Entretien réalisé par  Salima Tlemçani

 

 

 

  • Placé en détention pour ses publications sur les réseaux sociaux, Hakim Debazi est mort à la prison de Koléa, dans des circonstances inconnues, avant qu’il ne soit jugé. Ce tragique décès remet sur la scène le problème de la détention provisoire. Peut-on connaître votre avis sur cette question ?
     

A mon avis, depuis longtemps, la détention provisoire telle qu’elle est pratiquée depuis l’indépendance est un véritable désastre national. C’est une violation flagrante de la loi. Des personnes présumées innocentes sont privées, de manière systématique, de leur liberté alors qu’elles peuvent être laissées en liberté en attendant leur procès. Plus grave encore, bon nombre d’entre elles se révèlent innocentes après le procès. Elles quittent la prison avec de lourdes séquelles. Le cas du jeune militant du hirak, détenu à Koléa et décédé il y a quelques jours, est révélateur. Ces détentions sont contraires à la loi. Elles ne servent ni la justice ni le justiciable.

 

  • Qu’est-ce qui pousse les magistrats à recourir souvent à la détention alors qu’elle constitue une mesure exceptionnelle au vu de la loi ?
     

La loi est très claire. La détention est une mesure exceptionnelle prise dans le cas où les faits sont extrêmement graves, comme par exemple un meurtre. Or, elle est devenue tellement courante qu’on a fini par parler de détention provisoire. On a carrément inversé la règle et l’exception, et tout le monde y adhère.

 

  • Qu’est-ce qui oblige les magistrats à privilégier la détention, qui est une mesure exceptionnelle, à la liberté, qui doit, selon la loi, constituer la règle ?
     

C’est une pratique courante, et ce, depuis l’indépendance. Aucun des régimes et des systèmes qui se sont succédé n’y a échappé. En réalité, les magistrats se sont habitués à faire de la détention une règle et non pas une exception.
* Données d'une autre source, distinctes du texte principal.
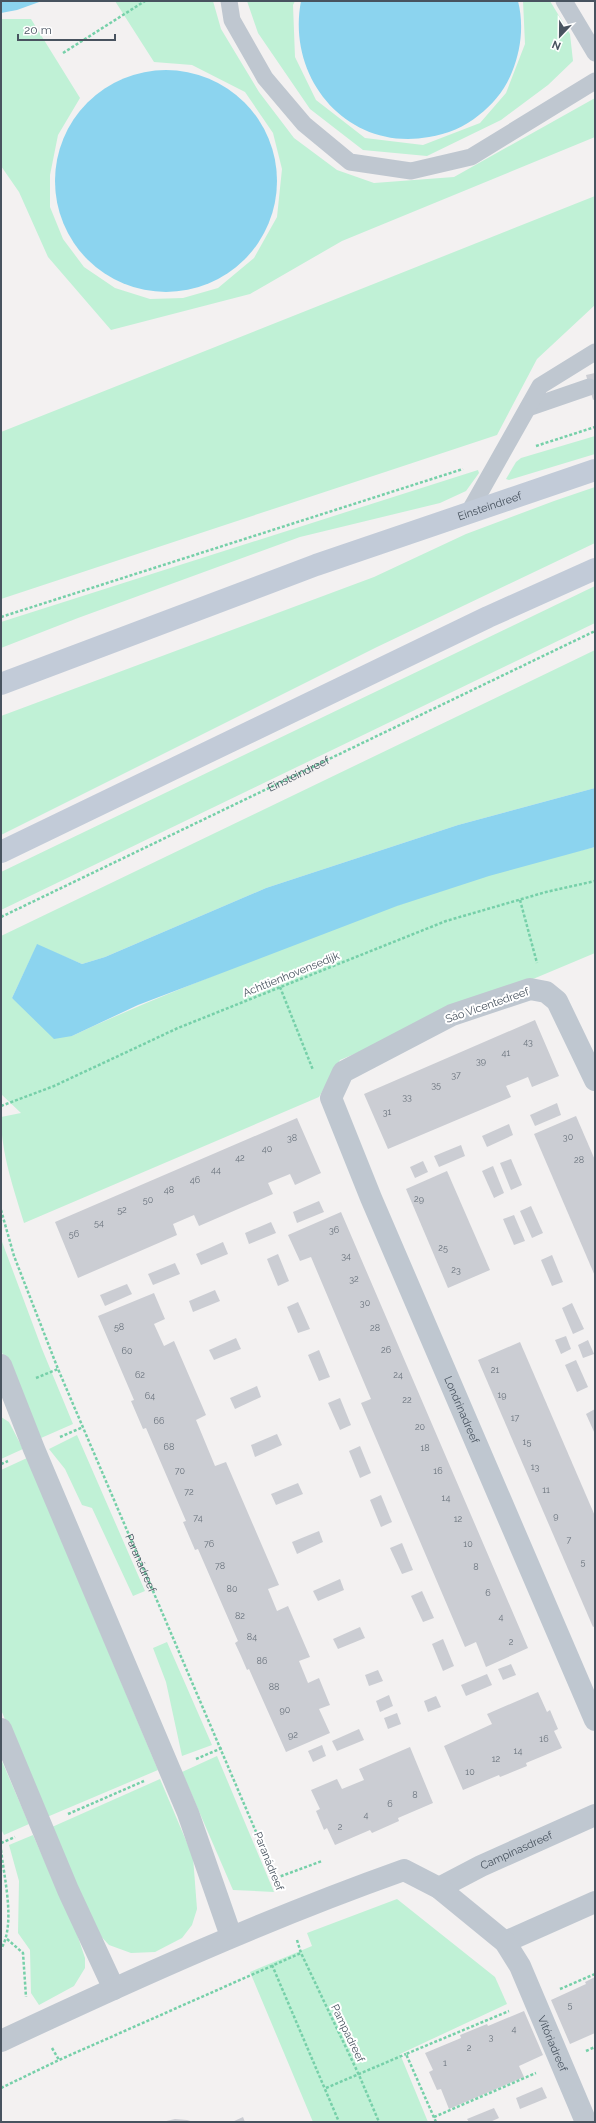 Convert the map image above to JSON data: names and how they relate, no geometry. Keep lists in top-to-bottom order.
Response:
{
  "streets": {
    "main road": ["Einsteindreef"],
    "street": [
      "Sáo Vicentedreef",
      "Londrinadreef",
      "Campinasdreef",
      "Vitóriadreef"
    ],
    "path": ["Achttienhovensedijk", "Paranádreef", "Pampadreef"]
  },
  "crossings": [
    ["Sáo Vicentedreef", "Londrinadreef"],
    ["Paranádreef", "Pampadreef"]
  ],
  "house_numbers": [
    "43",
    "41",
    "39",
    "37",
    "35",
    "33",
    "31",
    "30",
    "38",
    "40",
    "42",
    "28",
    "44",
    "46",
    "48",
    "29",
    "50",
    "52",
    "54",
    "36",
    "56",
    "25",
    "34",
    "23",
    "32",
    "30",
    "58",
    "28",
    "26",
    "60",
    "21",
    "62",
    "24",
    "19",
    "64",
    "22",
    "17",
    "66",
    "20",
    "15",
    "68",
    "18",
    "13",
    "70",
    "16",
    "11",
    "72",
    "14",
    "9",
    "74",
    "12",
    "7",
    "76",
    "10",
    "5",
    "78",
    "8",
    "80",
    "6",
    "82",
    "4",
    "84",
    "2",
    "86",
    "88",
    "90",
    "92",
    "16",
    "14",
    "12",
    "10",
    "8",
    "6",
    "4",
    "2",
    "5",
    "4",
    "3",
    "2",
    "1"
  ],
  "scale_bar": "20 m",
  "north": "bottom"
}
  • C’est contraire à la loi, pourtant les voix qui dénoncent restent peu nombreuses, notamment au sein de la corporation des avocats. A votre avis, pourquoi ?
     

C’est vrai. La corporation des avocats reste très peu préoccupée par cette question et c’est dommage. Tout comme pour les magistrats, les avocats se sont, eux aussi, habitués à cette confusion entre la règle et l’exception. Même la chambre d’accusation, cette instance de contrôle des magistrats, refuse systématiquement la mise en liberté. Pis encore. Elle prononce elle-même la détention lorsque des juges décident de laisser le prévenu en liberté. Nous sommes devant un désastre national.

 

  • Dans le cas où le prévenu meurt en prison, les familles ont-elles les moyens de réclamer des droits ? 
     

Il faut savoir qu’il est plus difficile de faire valoir les droits des détenus que ceux des non-détenus, parce qu’il y a une tendance naturelle à condamner pour couvrir la durée de détention. Cela fonctionne ainsi entre le justiciable et la justice. Cela étant, il faut savoir que la présomption d’innocence n’est pas exclusive de la détention. Ce qui fait que la famille se retrouve désarmée. 
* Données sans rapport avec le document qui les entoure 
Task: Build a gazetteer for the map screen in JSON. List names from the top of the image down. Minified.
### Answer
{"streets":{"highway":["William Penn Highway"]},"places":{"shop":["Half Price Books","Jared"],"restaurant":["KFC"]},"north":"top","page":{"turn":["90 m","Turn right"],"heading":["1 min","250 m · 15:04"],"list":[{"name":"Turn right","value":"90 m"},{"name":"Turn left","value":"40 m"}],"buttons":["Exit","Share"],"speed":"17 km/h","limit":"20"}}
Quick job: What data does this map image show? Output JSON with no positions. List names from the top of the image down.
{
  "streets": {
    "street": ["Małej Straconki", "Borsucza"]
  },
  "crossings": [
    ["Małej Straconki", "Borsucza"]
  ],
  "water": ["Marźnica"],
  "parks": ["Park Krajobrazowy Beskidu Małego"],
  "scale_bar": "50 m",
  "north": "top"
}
Ce qui lui reste à faire est de condamner l’Etat à une réparation pécuniaire, mais à condition qu’elle prouve qu’il y a un rapport entre le décès et la détention. Ce qui est extrêmement difficile à faire. Par contre, la loi permet au détenu bénéficiant d’une relaxe définitive de poursuivre l’Etat, pour obtenir une réparation matérielle.

 

  • Pourquoi une telle discrimination n’a-t-elle pas été prise en compte par les professionnels du droit ?
     

La jurisprudence conforte plus la détention que la liberté. J’ai dû batailler des années sur cette question de détention, mais le résultat est le même. Nous ne sommes pas nombreux à dénoncer à chaque fois qu’il le faut, mais cela reste insuffisant. Il faudrait unifier les efforts, impliquer aussi bien les avocats que les militants des droits de l’homme pour défendre le droit à la liberté et à la présomption d’innocence. 

C’est malheureux et triste de voir la facilité avec laquelle des gens sont jetés en prison et oubliés dans les méandres des procédures, pour des faits souvent banals.